Di awal semester, saya siapkan proyek sederhana: membuat rangkaian penguat suara berdaya kecil. Isinya minimal terdiri dari penguat mikrofon, tone control, penguat daya, dan tentu saja power supply-nya. Semua siswa saya ajak untuk merancang sendiri, mencetak PCB, menyolder komponen, merakit ke dalam box, hingga menguji sinyal dan respons frekuensi. Tidak semua berhasil dalam sekali coba. Tapi dari situlah pembelajaran paling dalam terjadi.
Ada yang PCB-nya terbalik, ada yang solderannya short, ada yang speakernya tidak keluar suara. Tapi saya tidak buru-buru memberikan jawaban. Saya hanya bertanya: “Coba analisis, bagian mana yang tidak sesuai prinsip kerja?” Dari sanalah mereka mulai berpikir kritis.

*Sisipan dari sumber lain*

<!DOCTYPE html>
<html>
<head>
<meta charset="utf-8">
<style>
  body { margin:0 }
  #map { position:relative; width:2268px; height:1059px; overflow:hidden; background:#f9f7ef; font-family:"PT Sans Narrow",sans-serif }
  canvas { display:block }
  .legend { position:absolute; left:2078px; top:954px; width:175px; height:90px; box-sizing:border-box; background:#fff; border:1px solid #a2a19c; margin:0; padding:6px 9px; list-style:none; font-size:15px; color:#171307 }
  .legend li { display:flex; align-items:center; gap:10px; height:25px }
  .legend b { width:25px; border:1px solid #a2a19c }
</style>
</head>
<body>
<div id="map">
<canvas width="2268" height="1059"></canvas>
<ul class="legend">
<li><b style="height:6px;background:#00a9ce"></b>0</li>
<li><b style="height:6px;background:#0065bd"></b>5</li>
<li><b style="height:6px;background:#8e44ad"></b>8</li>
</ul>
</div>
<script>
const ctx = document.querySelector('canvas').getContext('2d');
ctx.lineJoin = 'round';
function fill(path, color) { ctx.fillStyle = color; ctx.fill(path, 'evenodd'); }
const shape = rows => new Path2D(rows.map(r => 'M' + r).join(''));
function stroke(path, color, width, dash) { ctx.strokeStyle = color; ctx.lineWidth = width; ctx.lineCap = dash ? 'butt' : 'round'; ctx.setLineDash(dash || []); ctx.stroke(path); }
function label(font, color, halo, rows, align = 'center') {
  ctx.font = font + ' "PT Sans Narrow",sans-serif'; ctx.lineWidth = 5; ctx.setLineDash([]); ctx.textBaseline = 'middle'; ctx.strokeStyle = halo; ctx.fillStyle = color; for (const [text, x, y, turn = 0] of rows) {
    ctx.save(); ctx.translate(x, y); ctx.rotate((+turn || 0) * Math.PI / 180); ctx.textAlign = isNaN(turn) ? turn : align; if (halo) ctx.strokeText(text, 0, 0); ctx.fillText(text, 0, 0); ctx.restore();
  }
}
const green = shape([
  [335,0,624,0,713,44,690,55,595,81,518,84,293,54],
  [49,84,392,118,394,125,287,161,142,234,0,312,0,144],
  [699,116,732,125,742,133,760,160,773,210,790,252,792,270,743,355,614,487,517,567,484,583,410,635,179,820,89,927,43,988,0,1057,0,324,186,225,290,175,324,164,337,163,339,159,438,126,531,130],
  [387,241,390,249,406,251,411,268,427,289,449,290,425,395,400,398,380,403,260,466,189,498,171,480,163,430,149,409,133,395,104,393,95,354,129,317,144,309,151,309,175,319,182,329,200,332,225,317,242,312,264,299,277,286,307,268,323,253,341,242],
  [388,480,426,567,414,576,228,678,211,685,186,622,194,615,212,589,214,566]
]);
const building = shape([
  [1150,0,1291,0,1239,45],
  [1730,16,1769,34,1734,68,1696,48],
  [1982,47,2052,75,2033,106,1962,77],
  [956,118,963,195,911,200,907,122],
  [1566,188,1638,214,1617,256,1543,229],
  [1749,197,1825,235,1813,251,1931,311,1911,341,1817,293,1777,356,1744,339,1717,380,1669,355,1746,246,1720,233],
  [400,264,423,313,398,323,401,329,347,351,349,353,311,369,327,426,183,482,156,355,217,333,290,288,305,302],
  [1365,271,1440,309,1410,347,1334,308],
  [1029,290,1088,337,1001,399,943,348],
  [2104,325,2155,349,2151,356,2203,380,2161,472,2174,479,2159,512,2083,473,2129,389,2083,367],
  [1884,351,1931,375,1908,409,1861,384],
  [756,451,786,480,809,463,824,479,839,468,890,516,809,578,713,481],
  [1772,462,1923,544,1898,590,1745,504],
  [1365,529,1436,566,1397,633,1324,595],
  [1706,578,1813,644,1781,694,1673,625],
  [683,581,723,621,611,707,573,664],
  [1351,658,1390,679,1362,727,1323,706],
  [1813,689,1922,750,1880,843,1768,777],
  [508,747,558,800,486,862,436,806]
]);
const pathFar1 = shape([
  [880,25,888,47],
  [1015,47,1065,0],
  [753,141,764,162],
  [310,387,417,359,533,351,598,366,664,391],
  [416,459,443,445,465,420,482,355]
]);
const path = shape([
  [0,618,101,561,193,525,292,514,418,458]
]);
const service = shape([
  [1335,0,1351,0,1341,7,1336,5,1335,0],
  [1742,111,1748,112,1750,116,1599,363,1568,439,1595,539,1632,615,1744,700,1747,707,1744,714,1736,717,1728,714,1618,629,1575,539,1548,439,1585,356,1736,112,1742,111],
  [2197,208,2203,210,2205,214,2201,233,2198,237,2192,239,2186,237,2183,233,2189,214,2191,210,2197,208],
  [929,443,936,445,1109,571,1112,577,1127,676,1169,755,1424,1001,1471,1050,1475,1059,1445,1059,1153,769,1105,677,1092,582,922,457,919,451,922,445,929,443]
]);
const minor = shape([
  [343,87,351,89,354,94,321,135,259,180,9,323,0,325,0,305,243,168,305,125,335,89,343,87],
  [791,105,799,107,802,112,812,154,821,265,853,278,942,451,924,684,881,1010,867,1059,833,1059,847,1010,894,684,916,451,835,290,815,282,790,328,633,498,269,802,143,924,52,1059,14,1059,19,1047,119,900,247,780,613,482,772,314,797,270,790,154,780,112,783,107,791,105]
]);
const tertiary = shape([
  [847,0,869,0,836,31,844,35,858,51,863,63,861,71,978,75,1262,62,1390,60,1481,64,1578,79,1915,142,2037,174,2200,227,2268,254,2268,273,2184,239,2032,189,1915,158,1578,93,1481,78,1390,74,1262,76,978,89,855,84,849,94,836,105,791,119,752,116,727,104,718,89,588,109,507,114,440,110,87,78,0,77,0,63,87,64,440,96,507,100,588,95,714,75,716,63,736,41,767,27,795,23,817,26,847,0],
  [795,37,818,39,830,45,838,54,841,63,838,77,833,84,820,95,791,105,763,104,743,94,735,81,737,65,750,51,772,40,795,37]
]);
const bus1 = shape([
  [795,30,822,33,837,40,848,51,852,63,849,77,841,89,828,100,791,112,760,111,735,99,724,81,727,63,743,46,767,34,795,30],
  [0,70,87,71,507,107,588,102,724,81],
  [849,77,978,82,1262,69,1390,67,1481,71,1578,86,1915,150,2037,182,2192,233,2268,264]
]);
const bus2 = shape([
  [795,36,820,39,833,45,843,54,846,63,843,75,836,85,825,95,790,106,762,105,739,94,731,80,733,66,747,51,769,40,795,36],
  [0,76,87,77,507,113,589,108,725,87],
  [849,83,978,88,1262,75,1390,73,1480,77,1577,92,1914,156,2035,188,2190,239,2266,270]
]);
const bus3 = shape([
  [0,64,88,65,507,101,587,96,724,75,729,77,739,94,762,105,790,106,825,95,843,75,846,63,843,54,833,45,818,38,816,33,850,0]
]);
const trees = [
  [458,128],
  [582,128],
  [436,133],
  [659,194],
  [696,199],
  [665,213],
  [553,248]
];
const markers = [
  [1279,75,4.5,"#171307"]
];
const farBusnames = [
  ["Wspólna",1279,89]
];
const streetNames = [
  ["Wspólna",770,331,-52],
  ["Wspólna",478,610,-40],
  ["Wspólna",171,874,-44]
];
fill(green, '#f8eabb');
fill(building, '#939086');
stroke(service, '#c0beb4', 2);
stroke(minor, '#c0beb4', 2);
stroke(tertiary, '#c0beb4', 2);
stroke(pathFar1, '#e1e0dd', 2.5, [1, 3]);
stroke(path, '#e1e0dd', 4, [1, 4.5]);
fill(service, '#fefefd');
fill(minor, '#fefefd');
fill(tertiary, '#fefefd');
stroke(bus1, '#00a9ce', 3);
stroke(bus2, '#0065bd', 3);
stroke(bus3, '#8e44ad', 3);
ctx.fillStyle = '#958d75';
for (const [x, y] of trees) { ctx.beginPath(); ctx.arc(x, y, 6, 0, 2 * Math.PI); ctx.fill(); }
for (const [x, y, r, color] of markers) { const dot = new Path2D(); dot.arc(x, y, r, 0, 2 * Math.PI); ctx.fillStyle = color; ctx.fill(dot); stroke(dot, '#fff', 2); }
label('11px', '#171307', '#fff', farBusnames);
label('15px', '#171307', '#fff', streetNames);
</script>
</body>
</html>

Yang menarik, setelah proyek selesai, saya minta mereka menulis pengalaman mereka di blog. Bahasa mereka kadang polos, kadang teknis, tapi semuanya mencerminkan refleksi yang jujur. Saya sadar, ini bukan hanya praktik elektronika. Ini adalah pembelajaran karakter. Mereka belajar mandiri, gotong royong, kreatif, dan tidak menyerah.
Kini setelah mengenal Kurikulum Merdeka, saya tersenyum sendiri. Rupanya, semangat merdeka belajar itu sudah kami jalankan sejak dulu, meski belum ada istilahnya. Saya hanya mengikuti naluri sebagai guru: bahwa anak tidak butuh ceramah panjang, mereka butuh pengalaman yang membekas.
Dan hari ini saya ingin membagikan cerita ini, bukan untuk dikenang, tapi untuk diwariskan kepada guru-guru muda: bahwa ruang praktik adalah ruang karakter. Bahwa solder, transistor, dan PCB bisa menjadi jalan menuju pelajar yang berpikir kritis dan berakhlak kuat.
Semoga pengalaman kecil ini bisa menjadi inspirasi, dan semoga setiap murid kita kelak mengenang sekolah bukan karena nilainya, tapi karena pengalaman belajarnya yang membentuk hidupnya.